Nicholas Andrews, outreach services director for CYS, said the festival is one of the events CYS hosts to celebrate the Month of the Military Child.

"I think it's important to celebrate our children," said Andrews. "[Military parents] are not the only ones making those sacrifices; our children are as well."

The event was open to all children, including visitors from Zama and Sagamihara cities outside the installation, but Andrews said the event was an opportunity to bring military children together to share in their unique experiences.

"This [celebration] brings it all to light for them," said Andrews.

Isabella Rose, 11, who attended the festival with her sisters for the first time, said there were so many things to see and do at the festival that she didn't want to leave.

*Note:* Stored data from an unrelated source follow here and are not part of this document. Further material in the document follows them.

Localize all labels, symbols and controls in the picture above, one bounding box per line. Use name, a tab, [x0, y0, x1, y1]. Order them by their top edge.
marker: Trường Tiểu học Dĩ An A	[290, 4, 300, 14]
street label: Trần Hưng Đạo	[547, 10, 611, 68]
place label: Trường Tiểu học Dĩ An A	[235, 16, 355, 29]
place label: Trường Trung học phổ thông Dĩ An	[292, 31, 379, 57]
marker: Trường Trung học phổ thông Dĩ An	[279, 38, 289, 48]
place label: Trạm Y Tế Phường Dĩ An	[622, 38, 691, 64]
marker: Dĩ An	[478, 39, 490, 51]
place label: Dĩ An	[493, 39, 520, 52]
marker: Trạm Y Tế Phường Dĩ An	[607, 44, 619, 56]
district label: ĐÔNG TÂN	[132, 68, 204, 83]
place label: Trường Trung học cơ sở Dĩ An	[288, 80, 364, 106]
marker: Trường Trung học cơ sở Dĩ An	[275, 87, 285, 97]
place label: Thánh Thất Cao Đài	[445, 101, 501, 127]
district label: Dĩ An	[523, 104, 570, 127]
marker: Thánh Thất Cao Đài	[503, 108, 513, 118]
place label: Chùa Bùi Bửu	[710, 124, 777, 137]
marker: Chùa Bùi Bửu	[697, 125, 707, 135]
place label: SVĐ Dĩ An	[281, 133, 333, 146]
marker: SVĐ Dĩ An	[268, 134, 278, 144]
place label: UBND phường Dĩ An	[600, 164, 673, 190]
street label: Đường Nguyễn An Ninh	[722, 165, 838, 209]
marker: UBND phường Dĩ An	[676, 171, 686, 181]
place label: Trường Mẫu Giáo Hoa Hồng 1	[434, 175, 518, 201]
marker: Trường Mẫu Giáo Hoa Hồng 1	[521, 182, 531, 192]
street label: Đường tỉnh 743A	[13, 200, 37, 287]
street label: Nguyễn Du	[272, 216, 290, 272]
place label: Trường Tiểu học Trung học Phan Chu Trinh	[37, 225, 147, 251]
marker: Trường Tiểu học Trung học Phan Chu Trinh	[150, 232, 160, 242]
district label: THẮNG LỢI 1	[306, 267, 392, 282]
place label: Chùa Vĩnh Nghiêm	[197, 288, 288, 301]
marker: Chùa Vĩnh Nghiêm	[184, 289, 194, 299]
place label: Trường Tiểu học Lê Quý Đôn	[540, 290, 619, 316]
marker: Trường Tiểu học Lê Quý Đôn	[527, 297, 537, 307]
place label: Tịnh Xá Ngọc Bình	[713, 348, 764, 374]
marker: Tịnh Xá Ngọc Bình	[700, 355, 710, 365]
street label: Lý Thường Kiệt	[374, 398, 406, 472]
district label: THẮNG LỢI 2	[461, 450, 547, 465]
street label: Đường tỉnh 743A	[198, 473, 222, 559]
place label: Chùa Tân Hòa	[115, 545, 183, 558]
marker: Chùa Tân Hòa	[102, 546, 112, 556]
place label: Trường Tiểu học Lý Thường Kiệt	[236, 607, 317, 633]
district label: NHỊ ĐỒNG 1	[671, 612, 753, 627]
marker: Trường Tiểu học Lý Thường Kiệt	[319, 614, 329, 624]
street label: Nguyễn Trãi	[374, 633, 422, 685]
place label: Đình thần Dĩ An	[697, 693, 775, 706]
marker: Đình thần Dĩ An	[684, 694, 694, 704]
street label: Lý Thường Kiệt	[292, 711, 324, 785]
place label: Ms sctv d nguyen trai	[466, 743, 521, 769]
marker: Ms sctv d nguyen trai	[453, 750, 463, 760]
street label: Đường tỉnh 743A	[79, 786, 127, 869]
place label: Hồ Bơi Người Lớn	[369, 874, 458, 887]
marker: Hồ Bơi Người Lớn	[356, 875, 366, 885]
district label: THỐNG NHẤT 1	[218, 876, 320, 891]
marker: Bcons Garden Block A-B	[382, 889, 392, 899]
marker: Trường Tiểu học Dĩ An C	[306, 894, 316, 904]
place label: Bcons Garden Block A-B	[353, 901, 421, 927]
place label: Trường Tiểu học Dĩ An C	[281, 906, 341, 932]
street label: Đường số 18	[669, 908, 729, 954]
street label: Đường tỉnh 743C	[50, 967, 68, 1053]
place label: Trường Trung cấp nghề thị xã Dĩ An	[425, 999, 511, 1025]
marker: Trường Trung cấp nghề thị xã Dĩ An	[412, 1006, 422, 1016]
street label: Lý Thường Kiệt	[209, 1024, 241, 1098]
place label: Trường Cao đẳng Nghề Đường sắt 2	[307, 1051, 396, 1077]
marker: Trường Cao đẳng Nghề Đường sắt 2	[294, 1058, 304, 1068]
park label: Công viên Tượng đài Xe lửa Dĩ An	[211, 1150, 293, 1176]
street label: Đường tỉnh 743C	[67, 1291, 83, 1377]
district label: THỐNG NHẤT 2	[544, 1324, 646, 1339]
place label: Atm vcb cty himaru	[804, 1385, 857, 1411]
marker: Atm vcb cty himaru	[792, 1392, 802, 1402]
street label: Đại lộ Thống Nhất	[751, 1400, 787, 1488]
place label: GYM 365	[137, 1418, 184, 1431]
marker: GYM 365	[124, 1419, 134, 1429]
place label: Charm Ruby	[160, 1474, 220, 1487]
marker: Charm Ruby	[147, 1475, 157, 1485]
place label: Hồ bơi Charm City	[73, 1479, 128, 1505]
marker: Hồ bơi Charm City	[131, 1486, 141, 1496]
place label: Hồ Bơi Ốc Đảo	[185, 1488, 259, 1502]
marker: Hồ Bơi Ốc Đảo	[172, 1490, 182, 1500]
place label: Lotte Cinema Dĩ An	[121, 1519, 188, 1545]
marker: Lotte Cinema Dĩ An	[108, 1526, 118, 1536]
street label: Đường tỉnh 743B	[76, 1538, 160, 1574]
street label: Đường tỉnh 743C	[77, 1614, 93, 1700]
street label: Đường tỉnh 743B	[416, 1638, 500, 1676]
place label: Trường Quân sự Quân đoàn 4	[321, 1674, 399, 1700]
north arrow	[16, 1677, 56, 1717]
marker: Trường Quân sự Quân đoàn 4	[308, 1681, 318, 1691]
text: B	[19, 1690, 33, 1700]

"Putting on this event for military children is very special," said Isabella. "I think that some people don't realize how appreciated they are. These events will show them that."

Mizuki Sasaki, 11, who was invited to the festival, said she was initially nervous to come on to the installation, but quickly found the military children to be friendly and said she felt welcome right away.

"I had so much fun at the festival," said Mizuki. "I definitely want to come back again."

Stanley Green, assigned to the 35th Combat Sustainment Support Battalion, brought his son to the festival and said it was a great chance for military children to come out, socialize and have a good time. Military children go through a lot of things their parents may sometimes overlook or take for granted, Green said.

"So this celebration is a great way to give back to them and thank them for what they do."